• _DIRECTIONS_: In the entries that follow, the lines from the one with "position:absolute; left:1122px; top:292px;" through the one with "display:flex; align-items:center; height:76px;" are the ones to write out, exactly and with both ends included. Nothing else should appear.

Stored items:

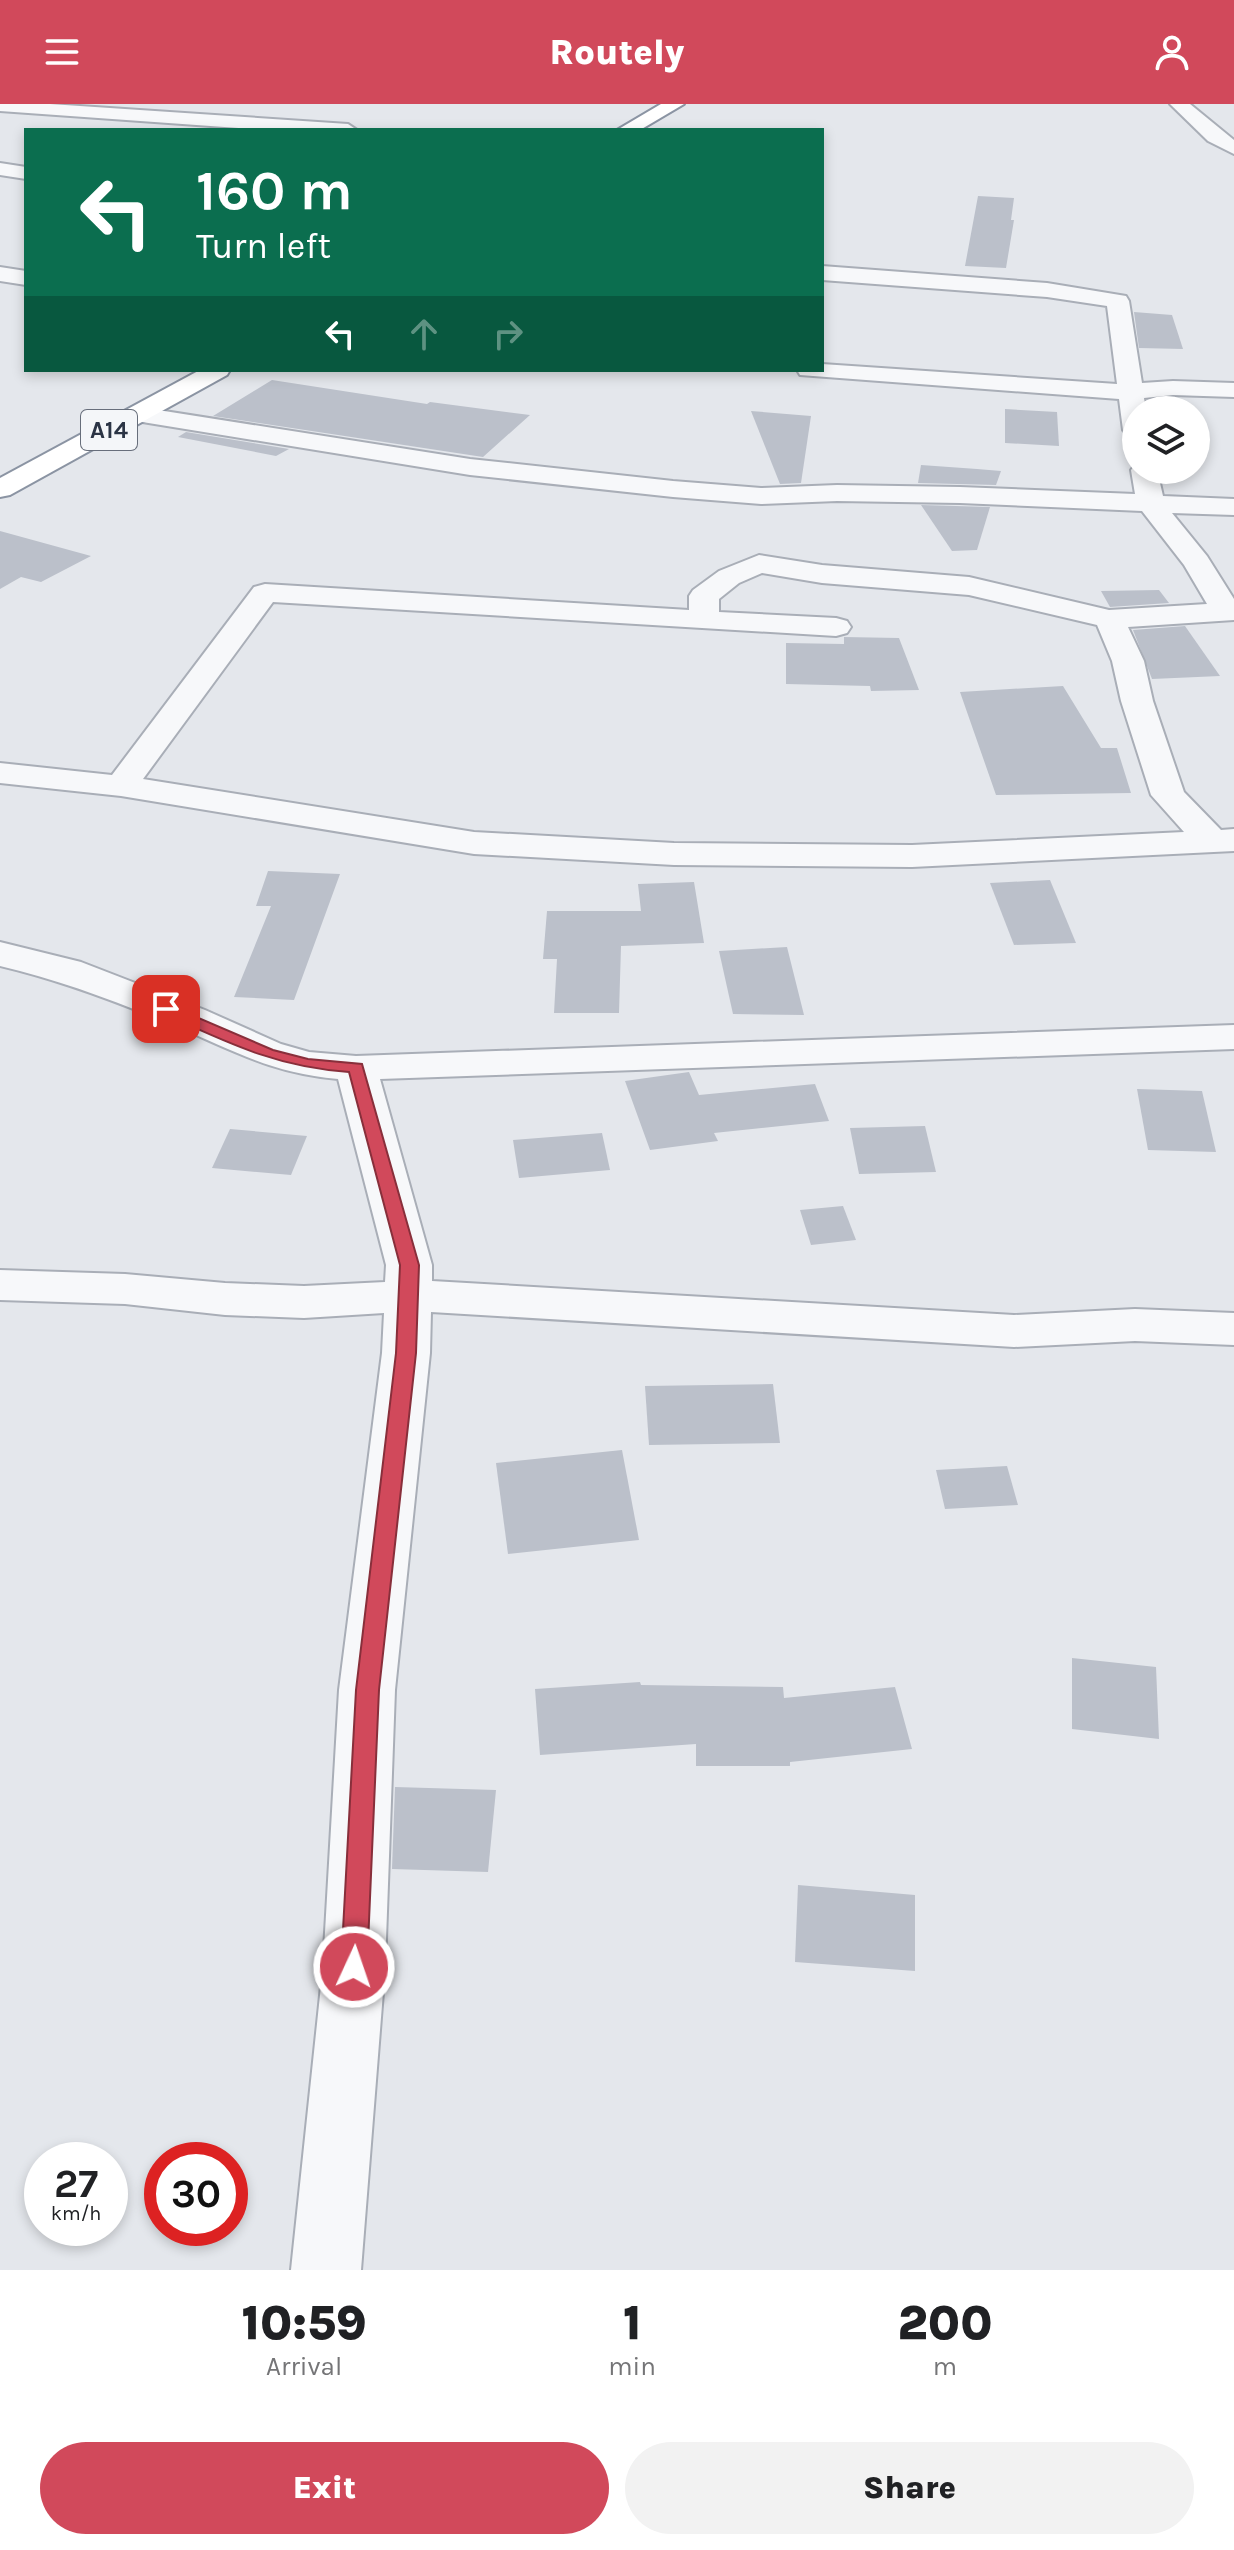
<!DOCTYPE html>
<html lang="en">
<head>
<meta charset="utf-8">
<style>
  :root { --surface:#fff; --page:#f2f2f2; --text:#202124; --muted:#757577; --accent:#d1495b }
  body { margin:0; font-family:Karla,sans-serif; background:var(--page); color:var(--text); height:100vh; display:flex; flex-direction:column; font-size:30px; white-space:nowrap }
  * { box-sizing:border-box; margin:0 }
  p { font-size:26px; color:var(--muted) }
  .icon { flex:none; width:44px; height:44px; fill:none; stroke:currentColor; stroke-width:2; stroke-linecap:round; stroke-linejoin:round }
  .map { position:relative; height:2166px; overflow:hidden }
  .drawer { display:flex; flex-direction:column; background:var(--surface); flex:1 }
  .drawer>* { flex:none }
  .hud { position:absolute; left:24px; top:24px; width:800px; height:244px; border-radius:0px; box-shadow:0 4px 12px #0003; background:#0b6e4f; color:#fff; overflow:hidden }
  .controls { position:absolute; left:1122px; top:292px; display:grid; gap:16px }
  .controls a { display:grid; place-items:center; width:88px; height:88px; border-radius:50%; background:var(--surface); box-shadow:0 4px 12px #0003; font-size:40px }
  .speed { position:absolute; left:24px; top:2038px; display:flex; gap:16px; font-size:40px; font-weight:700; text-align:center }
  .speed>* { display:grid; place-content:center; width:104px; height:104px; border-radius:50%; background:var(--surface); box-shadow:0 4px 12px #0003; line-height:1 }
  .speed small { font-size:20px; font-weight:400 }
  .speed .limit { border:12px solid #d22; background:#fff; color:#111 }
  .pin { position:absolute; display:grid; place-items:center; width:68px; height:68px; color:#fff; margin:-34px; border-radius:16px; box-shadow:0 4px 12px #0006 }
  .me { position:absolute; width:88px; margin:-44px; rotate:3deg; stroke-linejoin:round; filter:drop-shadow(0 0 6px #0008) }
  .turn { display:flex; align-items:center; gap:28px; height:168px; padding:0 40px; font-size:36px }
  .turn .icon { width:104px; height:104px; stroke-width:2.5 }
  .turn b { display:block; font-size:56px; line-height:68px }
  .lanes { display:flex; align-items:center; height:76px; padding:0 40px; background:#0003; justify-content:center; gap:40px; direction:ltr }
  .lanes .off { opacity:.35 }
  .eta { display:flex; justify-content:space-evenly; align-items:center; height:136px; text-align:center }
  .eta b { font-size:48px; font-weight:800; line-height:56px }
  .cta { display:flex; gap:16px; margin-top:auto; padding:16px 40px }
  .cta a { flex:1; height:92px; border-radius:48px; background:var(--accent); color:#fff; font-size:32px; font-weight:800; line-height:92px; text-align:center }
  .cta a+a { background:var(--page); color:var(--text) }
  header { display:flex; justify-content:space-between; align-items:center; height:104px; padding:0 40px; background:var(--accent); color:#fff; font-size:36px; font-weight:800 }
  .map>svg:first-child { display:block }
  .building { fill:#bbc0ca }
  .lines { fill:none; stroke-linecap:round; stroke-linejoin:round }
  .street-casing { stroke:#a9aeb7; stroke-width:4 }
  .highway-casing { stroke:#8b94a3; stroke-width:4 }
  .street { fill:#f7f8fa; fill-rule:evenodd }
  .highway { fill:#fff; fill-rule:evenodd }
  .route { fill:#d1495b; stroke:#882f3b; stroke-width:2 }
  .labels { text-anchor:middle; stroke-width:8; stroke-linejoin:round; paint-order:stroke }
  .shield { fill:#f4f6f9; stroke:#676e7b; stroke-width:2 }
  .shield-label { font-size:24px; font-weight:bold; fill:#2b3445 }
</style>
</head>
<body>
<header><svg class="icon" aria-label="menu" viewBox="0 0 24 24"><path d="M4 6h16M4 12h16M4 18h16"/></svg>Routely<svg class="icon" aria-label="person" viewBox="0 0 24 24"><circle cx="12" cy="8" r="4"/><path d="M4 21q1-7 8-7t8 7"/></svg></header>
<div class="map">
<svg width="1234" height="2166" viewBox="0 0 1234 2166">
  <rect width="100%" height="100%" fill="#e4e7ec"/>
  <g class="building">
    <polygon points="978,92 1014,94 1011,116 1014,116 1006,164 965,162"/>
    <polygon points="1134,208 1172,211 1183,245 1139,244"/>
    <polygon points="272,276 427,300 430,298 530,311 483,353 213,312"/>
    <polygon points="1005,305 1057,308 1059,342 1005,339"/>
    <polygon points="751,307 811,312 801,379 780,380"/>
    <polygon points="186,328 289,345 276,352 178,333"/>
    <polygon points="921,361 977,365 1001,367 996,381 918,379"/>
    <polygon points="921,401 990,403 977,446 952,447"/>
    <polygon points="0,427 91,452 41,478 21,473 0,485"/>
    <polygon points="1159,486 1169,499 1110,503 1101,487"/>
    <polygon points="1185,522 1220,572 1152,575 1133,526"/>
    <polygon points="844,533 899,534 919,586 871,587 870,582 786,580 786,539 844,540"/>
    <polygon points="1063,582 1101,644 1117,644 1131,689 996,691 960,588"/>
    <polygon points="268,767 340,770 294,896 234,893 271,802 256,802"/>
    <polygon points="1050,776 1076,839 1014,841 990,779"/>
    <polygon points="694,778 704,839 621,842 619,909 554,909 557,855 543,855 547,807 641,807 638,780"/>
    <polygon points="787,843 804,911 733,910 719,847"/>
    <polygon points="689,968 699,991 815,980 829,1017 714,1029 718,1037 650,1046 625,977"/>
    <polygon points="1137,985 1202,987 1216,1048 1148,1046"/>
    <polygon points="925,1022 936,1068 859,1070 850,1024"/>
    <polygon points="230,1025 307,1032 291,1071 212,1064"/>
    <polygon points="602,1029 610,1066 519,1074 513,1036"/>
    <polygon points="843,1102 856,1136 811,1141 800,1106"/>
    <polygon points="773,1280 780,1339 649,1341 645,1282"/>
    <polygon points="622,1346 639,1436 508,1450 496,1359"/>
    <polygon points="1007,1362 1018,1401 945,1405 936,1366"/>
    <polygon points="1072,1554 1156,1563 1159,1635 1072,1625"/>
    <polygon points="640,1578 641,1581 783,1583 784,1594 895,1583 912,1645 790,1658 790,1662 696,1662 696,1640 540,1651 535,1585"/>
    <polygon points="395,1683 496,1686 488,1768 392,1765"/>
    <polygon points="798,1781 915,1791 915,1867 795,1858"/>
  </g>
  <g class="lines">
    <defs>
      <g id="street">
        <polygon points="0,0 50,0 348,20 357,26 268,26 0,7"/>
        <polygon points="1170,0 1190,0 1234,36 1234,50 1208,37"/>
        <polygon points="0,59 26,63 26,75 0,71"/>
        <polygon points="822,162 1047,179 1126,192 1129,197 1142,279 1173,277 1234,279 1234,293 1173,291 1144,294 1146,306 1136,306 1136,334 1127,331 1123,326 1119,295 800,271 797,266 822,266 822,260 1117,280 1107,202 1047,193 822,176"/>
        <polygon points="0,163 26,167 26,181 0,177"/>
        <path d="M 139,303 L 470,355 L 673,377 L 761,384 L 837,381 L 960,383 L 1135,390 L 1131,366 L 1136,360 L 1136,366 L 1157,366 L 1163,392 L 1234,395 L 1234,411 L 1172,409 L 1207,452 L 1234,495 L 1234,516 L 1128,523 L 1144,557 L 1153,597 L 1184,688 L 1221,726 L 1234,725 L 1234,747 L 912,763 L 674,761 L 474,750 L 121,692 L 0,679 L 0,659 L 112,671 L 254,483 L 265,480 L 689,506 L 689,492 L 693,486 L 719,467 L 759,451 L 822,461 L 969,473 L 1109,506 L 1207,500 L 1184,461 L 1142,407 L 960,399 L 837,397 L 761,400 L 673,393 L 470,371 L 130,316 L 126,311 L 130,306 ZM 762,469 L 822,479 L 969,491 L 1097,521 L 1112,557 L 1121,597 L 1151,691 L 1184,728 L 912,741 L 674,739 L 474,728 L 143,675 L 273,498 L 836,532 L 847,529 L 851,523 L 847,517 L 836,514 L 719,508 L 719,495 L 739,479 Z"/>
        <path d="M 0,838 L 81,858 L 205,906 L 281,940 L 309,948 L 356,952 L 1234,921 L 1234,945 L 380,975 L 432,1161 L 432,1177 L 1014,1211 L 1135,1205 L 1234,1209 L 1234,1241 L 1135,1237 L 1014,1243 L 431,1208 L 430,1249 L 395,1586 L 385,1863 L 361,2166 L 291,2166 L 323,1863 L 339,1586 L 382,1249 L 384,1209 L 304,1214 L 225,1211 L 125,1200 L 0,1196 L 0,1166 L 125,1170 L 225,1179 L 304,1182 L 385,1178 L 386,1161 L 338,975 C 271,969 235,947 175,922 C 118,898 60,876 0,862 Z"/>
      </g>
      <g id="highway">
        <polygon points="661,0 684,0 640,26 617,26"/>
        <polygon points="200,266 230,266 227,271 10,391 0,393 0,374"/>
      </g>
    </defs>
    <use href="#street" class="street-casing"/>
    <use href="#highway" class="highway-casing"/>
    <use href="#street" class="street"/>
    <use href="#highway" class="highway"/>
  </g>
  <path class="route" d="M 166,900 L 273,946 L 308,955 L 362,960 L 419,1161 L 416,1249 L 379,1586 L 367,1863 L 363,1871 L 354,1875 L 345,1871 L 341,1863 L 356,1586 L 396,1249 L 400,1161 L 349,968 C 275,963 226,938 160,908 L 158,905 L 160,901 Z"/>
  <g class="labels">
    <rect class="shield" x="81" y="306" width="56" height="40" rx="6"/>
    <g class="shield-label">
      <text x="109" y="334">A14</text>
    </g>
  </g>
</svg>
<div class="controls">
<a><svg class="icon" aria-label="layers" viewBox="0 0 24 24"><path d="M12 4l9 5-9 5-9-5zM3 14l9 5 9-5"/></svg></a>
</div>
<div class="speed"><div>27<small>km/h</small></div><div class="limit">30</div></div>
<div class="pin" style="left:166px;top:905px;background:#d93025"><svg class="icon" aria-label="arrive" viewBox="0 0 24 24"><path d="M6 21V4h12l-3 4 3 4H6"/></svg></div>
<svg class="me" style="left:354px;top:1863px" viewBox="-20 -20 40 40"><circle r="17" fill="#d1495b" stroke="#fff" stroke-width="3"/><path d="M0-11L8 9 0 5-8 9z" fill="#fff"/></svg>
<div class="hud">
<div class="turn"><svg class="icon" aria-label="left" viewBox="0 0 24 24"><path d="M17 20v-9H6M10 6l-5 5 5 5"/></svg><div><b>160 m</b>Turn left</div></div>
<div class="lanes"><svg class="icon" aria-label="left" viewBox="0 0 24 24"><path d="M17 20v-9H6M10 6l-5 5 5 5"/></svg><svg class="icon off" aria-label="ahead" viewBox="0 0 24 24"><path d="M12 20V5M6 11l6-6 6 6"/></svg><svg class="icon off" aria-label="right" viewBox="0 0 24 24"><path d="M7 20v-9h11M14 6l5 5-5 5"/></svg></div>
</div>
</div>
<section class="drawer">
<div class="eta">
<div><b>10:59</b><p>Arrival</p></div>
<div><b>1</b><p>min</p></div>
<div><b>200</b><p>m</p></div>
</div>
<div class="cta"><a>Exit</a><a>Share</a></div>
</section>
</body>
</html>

• _RESPONSE TO THIS TASK_:
  .controls { position:absolute; left:1122px; top:292px; display:grid; gap:16px }
  .controls a { display:grid; place-items:center; width:88px; height:88px; border-radius:50%; background:var(--surface); box-shadow:0 4px 12px #0003; font-size:40px }
  .speed { position:absolute; left:24px; top:2038px; display:flex; gap:16px; font-size:40px; font-weight:700; text-align:center }
  .speed>* { display:grid; place-content:center; width:104px; height:104px; border-radius:50%; background:var(--surface); box-shadow:0 4px 12px #0003; line-height:1 }
  .speed small { font-size:20px; font-weight:400 }
  .speed .limit { border:12px solid #d22; background:#fff; color:#111 }
  .pin { position:absolute; display:grid; place-items:center; width:68px; height:68px; color:#fff; margin:-34px; border-radius:16px; box-shadow:0 4px 12px #0006 }
  .me { position:absolute; width:88px; margin:-44px; rotate:3deg; stroke-linejoin:round; filter:drop-shadow(0 0 6px #0008) }
  .turn { display:flex; align-items:center; gap:28px; height:168px; padding:0 40px; font-size:36px }
  .turn .icon { width:104px; height:104px; stroke-width:2.5 }
  .turn b { display:block; font-size:56px; line-height:68px }
  .lanes { display:flex; align-items:center; height:76px; padding:0 40px; background:#0003; justify-content:center; gap:40px; direction:ltr }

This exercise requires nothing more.